GIVEN RECORDS:
+++
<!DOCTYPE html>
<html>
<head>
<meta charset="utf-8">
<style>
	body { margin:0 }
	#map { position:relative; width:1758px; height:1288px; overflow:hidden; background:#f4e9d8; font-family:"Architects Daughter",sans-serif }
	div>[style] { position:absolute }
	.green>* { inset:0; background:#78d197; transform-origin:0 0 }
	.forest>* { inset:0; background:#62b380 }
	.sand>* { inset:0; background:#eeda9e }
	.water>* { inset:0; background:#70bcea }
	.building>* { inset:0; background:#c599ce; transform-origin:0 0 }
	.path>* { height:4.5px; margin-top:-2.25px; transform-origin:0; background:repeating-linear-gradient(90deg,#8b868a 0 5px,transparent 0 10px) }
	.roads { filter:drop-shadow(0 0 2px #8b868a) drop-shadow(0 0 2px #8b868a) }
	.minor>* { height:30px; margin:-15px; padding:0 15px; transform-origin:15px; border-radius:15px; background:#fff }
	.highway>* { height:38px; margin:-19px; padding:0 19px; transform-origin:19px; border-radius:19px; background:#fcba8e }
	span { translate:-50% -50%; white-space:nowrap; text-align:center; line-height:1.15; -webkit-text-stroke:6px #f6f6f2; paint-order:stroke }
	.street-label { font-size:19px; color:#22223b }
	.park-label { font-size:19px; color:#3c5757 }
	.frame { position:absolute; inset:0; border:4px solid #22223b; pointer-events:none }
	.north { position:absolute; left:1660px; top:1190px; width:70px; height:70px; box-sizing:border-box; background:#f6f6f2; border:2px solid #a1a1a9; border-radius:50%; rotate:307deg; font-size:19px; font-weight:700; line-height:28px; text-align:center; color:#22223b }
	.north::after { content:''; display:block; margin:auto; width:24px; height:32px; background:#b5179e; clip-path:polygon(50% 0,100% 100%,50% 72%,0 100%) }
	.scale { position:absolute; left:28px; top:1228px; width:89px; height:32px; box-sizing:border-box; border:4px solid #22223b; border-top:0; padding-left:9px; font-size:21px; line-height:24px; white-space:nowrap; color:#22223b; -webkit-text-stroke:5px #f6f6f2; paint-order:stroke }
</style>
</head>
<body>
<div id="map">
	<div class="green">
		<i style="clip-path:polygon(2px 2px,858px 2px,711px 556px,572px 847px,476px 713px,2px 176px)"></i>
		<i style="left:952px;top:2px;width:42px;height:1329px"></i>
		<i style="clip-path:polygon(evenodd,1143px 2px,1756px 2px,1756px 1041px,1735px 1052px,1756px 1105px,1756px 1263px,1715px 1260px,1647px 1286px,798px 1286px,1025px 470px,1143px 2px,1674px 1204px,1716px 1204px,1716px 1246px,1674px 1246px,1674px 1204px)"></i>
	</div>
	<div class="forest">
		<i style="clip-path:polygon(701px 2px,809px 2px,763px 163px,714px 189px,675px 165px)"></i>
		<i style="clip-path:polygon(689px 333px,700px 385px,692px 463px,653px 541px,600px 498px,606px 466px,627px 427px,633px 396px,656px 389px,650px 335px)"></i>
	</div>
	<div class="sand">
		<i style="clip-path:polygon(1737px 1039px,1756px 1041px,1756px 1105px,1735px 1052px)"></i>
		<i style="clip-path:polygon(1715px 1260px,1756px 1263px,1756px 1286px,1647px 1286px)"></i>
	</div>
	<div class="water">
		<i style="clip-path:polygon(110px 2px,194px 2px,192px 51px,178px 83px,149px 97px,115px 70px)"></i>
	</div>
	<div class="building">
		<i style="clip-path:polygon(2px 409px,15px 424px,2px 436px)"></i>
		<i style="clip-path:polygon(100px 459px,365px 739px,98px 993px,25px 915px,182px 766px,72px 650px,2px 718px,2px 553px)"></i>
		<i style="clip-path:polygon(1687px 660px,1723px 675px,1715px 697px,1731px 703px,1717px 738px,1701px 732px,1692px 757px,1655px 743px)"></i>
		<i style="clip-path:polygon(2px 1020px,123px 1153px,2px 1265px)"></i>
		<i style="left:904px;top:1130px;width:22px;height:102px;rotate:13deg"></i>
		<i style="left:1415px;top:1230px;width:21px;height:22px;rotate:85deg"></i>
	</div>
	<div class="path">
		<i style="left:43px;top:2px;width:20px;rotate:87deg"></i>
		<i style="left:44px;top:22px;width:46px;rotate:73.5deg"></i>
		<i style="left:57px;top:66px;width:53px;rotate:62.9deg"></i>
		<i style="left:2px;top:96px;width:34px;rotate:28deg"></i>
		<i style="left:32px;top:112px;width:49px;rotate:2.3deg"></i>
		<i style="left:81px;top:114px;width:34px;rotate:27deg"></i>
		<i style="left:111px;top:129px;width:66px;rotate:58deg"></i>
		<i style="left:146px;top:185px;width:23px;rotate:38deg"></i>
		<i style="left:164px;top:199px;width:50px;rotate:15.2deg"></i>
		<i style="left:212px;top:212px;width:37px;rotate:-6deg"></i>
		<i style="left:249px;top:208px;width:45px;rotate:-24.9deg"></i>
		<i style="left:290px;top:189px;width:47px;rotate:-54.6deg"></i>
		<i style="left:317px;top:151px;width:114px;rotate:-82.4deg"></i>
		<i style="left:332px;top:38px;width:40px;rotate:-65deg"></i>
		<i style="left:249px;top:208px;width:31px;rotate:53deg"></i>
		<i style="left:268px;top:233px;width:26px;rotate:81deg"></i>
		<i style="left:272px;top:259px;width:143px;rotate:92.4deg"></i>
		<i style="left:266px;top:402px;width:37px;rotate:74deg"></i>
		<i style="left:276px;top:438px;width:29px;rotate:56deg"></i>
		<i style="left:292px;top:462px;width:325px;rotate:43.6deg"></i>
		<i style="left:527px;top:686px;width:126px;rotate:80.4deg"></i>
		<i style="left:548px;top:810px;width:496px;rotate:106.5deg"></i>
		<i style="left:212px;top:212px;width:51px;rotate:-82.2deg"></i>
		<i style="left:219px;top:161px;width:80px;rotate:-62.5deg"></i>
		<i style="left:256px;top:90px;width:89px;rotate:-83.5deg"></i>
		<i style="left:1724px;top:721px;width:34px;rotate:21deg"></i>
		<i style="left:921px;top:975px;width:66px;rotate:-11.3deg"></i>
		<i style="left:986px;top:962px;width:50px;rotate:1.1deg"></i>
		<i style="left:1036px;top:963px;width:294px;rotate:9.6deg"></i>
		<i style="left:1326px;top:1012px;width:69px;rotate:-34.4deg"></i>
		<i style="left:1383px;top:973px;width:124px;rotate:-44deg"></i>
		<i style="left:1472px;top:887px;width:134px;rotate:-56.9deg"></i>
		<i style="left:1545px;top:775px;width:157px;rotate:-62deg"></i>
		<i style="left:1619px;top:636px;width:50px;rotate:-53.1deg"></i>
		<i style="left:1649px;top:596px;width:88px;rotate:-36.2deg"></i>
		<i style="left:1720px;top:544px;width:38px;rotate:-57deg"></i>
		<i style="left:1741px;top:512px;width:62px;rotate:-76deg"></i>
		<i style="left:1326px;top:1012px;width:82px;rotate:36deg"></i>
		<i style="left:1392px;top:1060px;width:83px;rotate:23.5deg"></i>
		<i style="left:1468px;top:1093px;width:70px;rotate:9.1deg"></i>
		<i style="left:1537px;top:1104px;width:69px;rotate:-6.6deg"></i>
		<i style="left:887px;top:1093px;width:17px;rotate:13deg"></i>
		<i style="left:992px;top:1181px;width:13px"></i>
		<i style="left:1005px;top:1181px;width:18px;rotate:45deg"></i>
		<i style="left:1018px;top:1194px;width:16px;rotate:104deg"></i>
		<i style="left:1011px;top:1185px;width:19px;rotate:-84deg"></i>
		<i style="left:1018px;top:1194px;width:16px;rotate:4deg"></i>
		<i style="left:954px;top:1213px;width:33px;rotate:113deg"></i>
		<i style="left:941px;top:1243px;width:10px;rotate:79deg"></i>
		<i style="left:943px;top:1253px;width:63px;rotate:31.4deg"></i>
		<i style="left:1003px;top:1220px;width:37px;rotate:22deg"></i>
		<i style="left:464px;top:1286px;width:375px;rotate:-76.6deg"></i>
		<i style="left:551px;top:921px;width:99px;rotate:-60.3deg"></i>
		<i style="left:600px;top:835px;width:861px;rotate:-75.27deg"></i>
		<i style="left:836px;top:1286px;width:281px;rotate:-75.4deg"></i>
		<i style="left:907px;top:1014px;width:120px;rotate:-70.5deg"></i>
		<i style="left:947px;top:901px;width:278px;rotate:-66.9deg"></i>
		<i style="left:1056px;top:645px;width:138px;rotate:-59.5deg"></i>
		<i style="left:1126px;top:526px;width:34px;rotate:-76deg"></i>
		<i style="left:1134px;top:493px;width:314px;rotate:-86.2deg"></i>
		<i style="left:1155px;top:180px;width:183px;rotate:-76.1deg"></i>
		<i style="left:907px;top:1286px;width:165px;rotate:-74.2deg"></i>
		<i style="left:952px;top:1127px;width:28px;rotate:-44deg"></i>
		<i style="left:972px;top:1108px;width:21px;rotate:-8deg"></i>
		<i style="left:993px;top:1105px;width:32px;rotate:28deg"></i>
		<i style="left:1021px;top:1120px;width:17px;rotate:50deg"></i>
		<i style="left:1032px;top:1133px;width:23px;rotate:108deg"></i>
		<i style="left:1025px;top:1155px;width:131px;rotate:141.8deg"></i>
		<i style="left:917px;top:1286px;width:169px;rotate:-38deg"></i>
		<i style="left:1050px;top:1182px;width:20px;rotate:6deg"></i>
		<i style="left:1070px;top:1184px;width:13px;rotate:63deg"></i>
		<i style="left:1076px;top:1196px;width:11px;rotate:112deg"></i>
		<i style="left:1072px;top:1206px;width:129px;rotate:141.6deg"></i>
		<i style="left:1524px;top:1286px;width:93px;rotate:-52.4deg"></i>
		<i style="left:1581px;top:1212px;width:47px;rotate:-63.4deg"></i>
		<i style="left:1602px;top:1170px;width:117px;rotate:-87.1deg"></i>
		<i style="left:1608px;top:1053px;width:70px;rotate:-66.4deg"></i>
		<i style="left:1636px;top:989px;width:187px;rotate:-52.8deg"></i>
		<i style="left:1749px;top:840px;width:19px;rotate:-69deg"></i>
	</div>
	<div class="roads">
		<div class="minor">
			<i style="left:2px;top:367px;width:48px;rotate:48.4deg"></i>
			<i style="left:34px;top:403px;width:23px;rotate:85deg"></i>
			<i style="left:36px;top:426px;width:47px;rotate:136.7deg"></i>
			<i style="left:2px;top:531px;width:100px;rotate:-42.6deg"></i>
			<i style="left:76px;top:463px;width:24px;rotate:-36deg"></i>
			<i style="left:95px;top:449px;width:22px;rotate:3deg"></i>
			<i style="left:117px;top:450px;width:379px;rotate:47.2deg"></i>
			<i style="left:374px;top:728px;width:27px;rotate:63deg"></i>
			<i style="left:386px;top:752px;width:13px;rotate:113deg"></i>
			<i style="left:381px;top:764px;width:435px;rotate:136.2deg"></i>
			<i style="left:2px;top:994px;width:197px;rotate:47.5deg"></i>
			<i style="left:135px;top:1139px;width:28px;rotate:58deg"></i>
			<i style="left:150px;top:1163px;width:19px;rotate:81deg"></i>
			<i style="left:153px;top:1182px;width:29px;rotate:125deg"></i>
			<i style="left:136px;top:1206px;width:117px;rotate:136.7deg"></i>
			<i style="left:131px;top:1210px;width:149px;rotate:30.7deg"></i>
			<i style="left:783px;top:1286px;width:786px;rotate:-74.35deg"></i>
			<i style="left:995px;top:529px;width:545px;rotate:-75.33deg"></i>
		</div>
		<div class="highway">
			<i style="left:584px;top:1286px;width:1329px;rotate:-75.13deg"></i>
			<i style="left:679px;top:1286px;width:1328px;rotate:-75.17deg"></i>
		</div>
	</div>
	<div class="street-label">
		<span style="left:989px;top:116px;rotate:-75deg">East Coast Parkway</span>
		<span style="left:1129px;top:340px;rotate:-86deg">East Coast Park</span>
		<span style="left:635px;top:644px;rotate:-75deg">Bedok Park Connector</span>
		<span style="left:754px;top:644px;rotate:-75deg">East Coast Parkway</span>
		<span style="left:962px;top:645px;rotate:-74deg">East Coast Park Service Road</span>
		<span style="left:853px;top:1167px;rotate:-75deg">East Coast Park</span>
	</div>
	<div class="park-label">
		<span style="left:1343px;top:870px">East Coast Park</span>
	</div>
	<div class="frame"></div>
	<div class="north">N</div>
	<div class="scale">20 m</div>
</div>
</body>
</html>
+++
WHAT IS BEING ASKED: Taking the entries above, write out exactly each line from the one holding "filter:drop-shadow(0 0 2px" to the one holding "position:absolute; left:1660px; top:1190px;", both included, and stop there.

ANSWER TO THE EXERCISE:
	.roads { filter:drop-shadow(0 0 2px #8b868a) drop-shadow(0 0 2px #8b868a) }
	.minor>* { height:30px; margin:-15px; padding:0 15px; transform-origin:15px; border-radius:15px; background:#fff }
	.highway>* { height:38px; margin:-19px; padding:0 19px; transform-origin:19px; border-radius:19px; background:#fcba8e }
	span { translate:-50% -50%; white-space:nowrap; text-align:center; line-height:1.15; -webkit-text-stroke:6px #f6f6f2; paint-order:stroke }
	.street-label { font-size:19px; color:#22223b }
	.park-label { font-size:19px; color:#3c5757 }
	.frame { position:absolute; inset:0; border:4px solid #22223b; pointer-events:none }
	.north { position:absolute; left:1660px; top:1190px; width:70px; height:70px; box-sizing:border-box; background:#f6f6f2; border:2px solid #a1a1a9; border-radius:50%; rotate:307deg; font-size:19px; font-weight:700; line-height:28px; text-align:center; color:#22223b }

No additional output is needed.